The final order of business of the Oak Creek Ladies Guild meeting of 1871 was to vote on the proposed “modesty code.” Amelia Walker, hoping to project an image of edifying simplicity, dressed in a loose calico dress and a white cotton bonnet. She appeared to be closer to heading off to bed than leading the meeting.
Two weeks ago Kitty Haberdasher had blown back into the small village of Oak Creek from her first year away at college and brought the influence and excitement of the bustling city back with her. The following Sunday, the faint smell of perfume advertised her approach as she entered the church. Her crimson dress showcased razor sharp pleated ruffles that cascaded down the edges of its wide sleeves and flowed along the bottom of the skirt. Her hair was cut in a peculiar style of short fringe that peeked beneath her hat and lay across her forehead. Every eye in the room shifted away from the unadorned wooden cross hung high in the front of the room and landed on Kitty. She anchored herself in full view as the gaze of every man, woman and child dripped over her like honey. Father Clemons was quick to quell the distracting presence of Kitty by continuing forcefully on with the sermon.
It didn’t take more than a couple days for these new ideas rolling around in the minds of the women to take root and sprout around the village. Lucy Mullen sewed a colorful ribbon onto her bland white cotton bonnet. Charity Williams started to pinch her cheeks to create a pink glow on her face while Ruth Brown couldn’t stop stealing admiring looks at Kitty as if in an adolescent trance. Widow Brown raised a cautious eyebrow and commented vaguely on the surprising difference in dress and decorum of today’s modern woman, but said no more. Her lack of a strong opinion against Kitty was taken by some as acceptance of this new fashion statement.
Amelia, however, could only see the blatant peril such vanity produced. Never before had she seen such a vulgar display of immodesty and promptly demanded the upcoming guild meeting include a vote on a modesty code for Oak Creek women of simple white bonnets and loose fitting attire.
“We must stop this outbreak of vanity before it takes over the town,” said Amelia attempting to rally support from the women at the meeting with an impassioned plea. “We must regain our modesty standards and keep our daughters virtuous. What will be next? Showing our bare arms or wearing paint on our faces? Why decorate ourselves like Jezebels?”
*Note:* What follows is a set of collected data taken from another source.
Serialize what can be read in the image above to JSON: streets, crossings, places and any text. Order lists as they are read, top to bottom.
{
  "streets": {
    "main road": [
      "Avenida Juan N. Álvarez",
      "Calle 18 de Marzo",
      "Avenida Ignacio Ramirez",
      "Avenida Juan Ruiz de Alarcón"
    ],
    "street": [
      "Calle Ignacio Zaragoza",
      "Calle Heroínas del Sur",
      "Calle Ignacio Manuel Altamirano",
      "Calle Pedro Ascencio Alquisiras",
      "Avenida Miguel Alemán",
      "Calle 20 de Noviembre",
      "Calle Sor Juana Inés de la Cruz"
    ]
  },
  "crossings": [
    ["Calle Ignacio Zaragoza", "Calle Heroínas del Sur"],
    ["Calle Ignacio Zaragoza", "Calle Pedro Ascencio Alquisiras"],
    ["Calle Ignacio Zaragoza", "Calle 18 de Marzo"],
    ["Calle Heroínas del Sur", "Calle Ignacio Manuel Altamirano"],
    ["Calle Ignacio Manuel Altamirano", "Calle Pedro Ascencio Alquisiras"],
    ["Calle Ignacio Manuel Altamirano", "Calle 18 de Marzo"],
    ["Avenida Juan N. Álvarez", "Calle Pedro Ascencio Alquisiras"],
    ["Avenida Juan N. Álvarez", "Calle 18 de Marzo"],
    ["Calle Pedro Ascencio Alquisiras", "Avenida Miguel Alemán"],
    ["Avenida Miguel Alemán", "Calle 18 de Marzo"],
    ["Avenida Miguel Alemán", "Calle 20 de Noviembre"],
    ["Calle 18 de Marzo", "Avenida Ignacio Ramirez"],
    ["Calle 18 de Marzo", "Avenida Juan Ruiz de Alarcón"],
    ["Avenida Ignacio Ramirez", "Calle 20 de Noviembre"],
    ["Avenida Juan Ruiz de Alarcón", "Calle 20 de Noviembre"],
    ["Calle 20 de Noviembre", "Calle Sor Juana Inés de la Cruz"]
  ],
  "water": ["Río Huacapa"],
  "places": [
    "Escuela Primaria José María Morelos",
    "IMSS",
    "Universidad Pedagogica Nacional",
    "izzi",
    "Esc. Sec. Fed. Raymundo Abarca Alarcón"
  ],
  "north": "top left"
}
Charity Williams with her raw pinched cheeks spoke up first, “Is the excitement over her dress any more an example of vanity than the fuss we make when choosing fabric for our tea dresses?”
“Our tea dresses are not meant to draw attention to our physical nature in the same way. I agree with Amelia. She is a temptress!” said the homely spinster Gertie Brown. If young women of the village started to dress like Kitty, Gertie would have to work twice as hard to find a man to take interest in her.
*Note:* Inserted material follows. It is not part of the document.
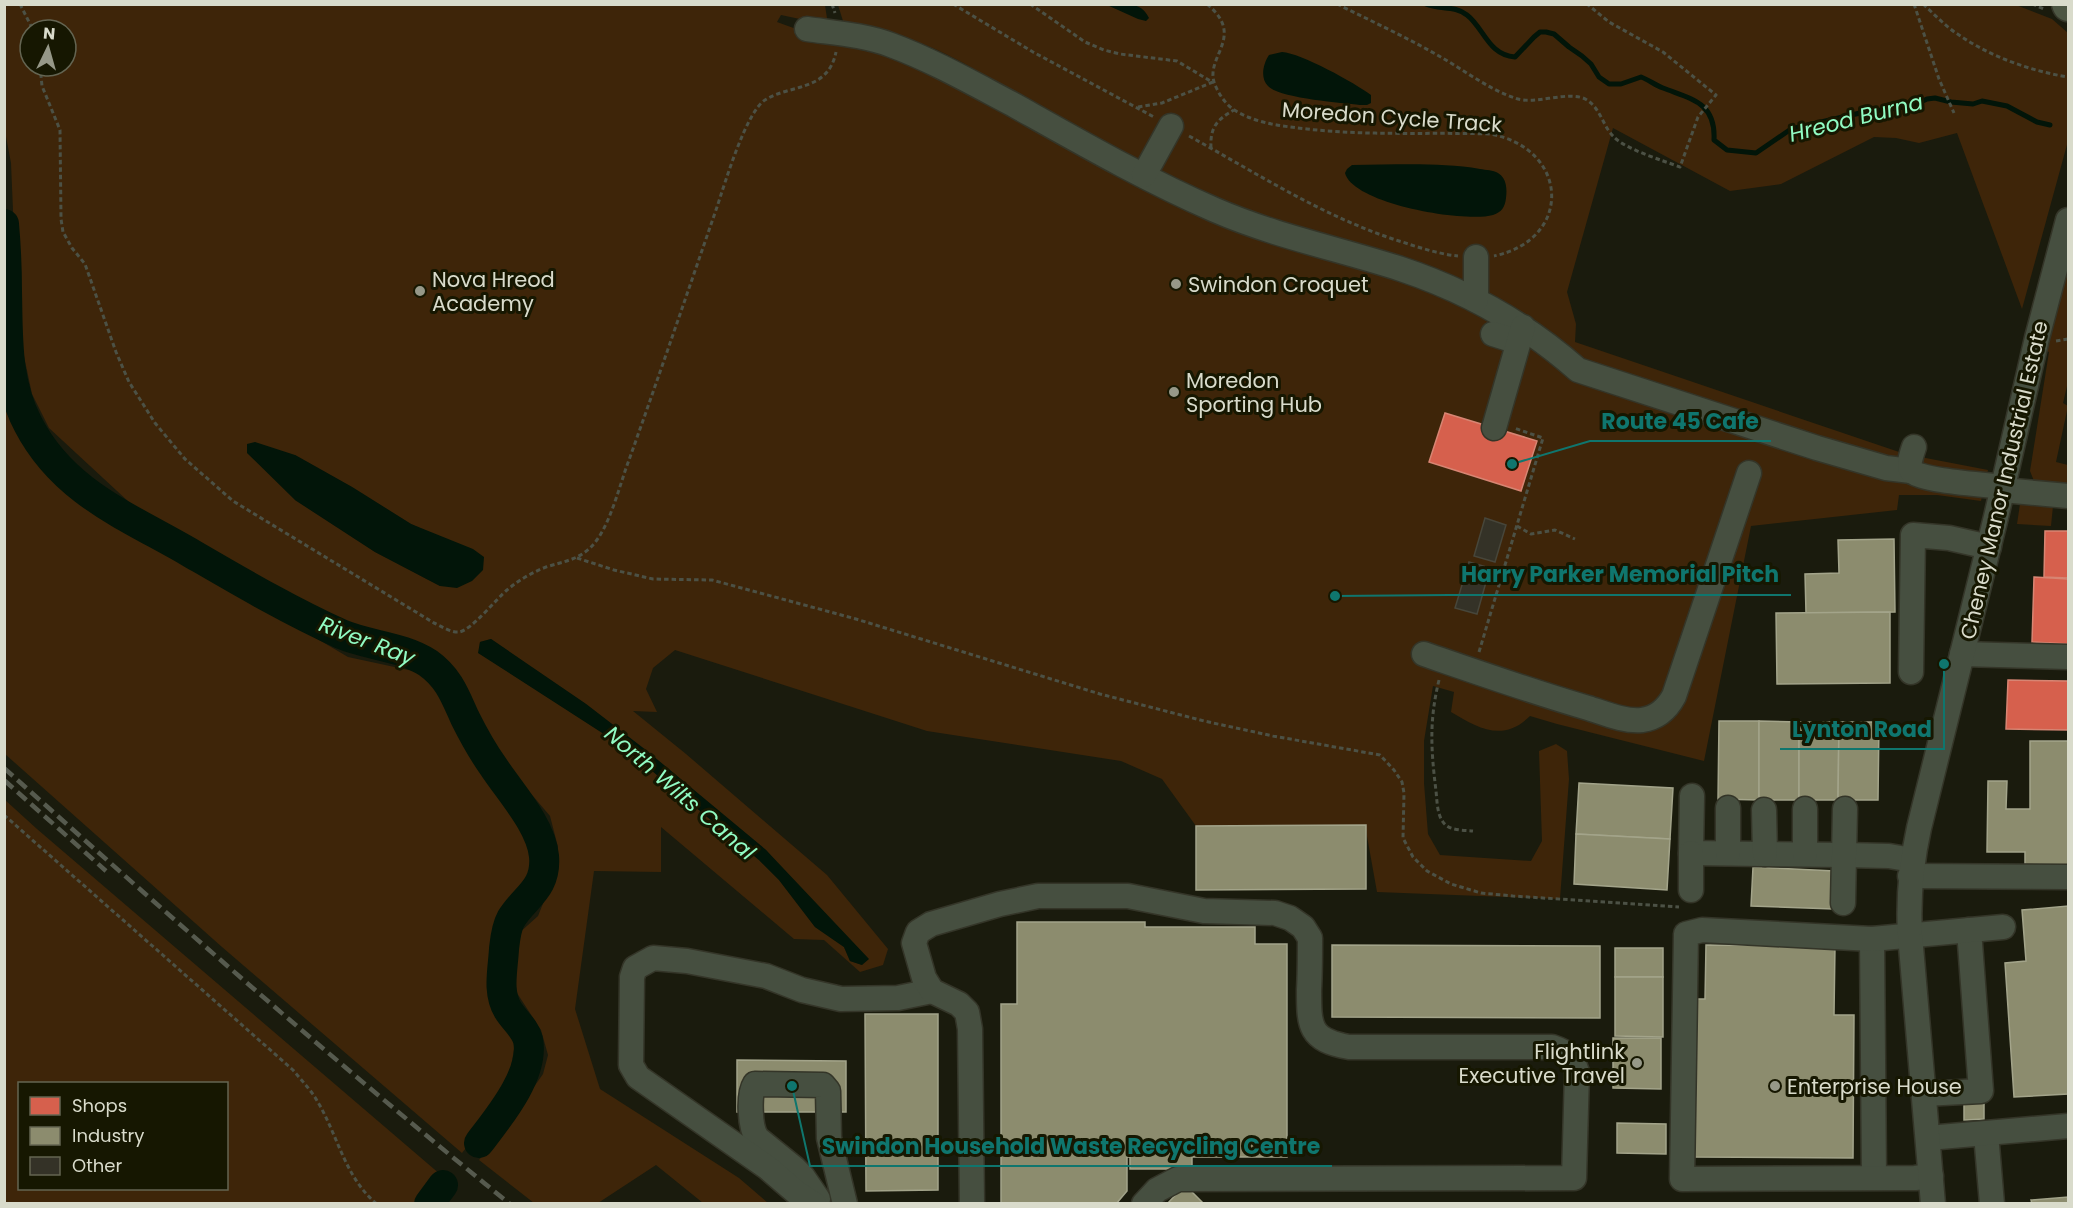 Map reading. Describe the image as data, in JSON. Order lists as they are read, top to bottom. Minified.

“I think she is a lovely thing to look at” Ruth Brown added.
“Unfortunately, so does your husband. I’ve seen him look at her with lust in his eyes,” Gertie spat back.
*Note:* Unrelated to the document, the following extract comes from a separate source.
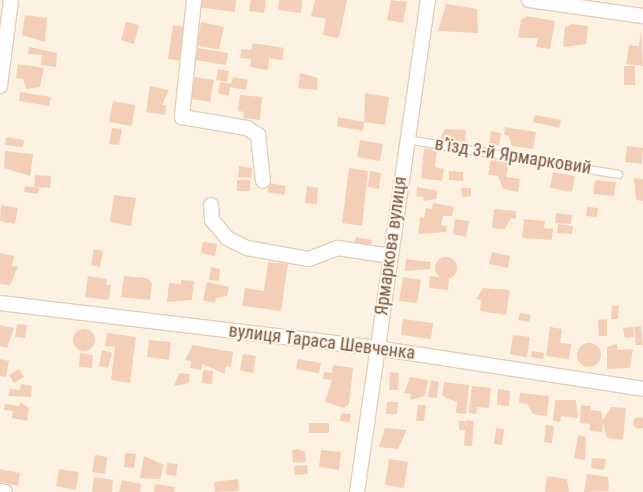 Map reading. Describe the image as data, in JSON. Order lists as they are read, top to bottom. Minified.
{"streets":{"street":["Ярмаркова вулиця","вулиця Тараса Шевченка"],"lane":["в’їзд 3-й Ярмарковий"]},"crossings":[["в’їзд 3-й Ярмарковий","Ярмаркова вулиця"],["Ярмаркова вулиця","вулиця Тараса Шевченка"]]}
“Is my clothing any worse than a room full of women talking behind my back and judging my actions?” asked Kitty as she walked boldly into the meeting. The room quieted immediately as she continued “I think your behavior against me is less Christian in nature than the pleats I have on or the perfume I wear.”
The women averted their gaze and the room filled quickly with a dense fog of guilt. Kitty sauntered over to the voting box and cast her ballot. As the other women voted, Amelia held tight to her chair and felt the world slip beneath her. She could only hope she presented her case convincingly.
Gertie announced the results looking as sullen as if she had just been rejected by another suitor: 29-31 in favor of Kitty. There would be no further mention of a modesty code in Oak Creek.
“God help us,” Amelia muttered to herself as she fingered the high collar of her dress and gazed at Ruth’s infant baby sleeping nearby. “What is to become of us now?”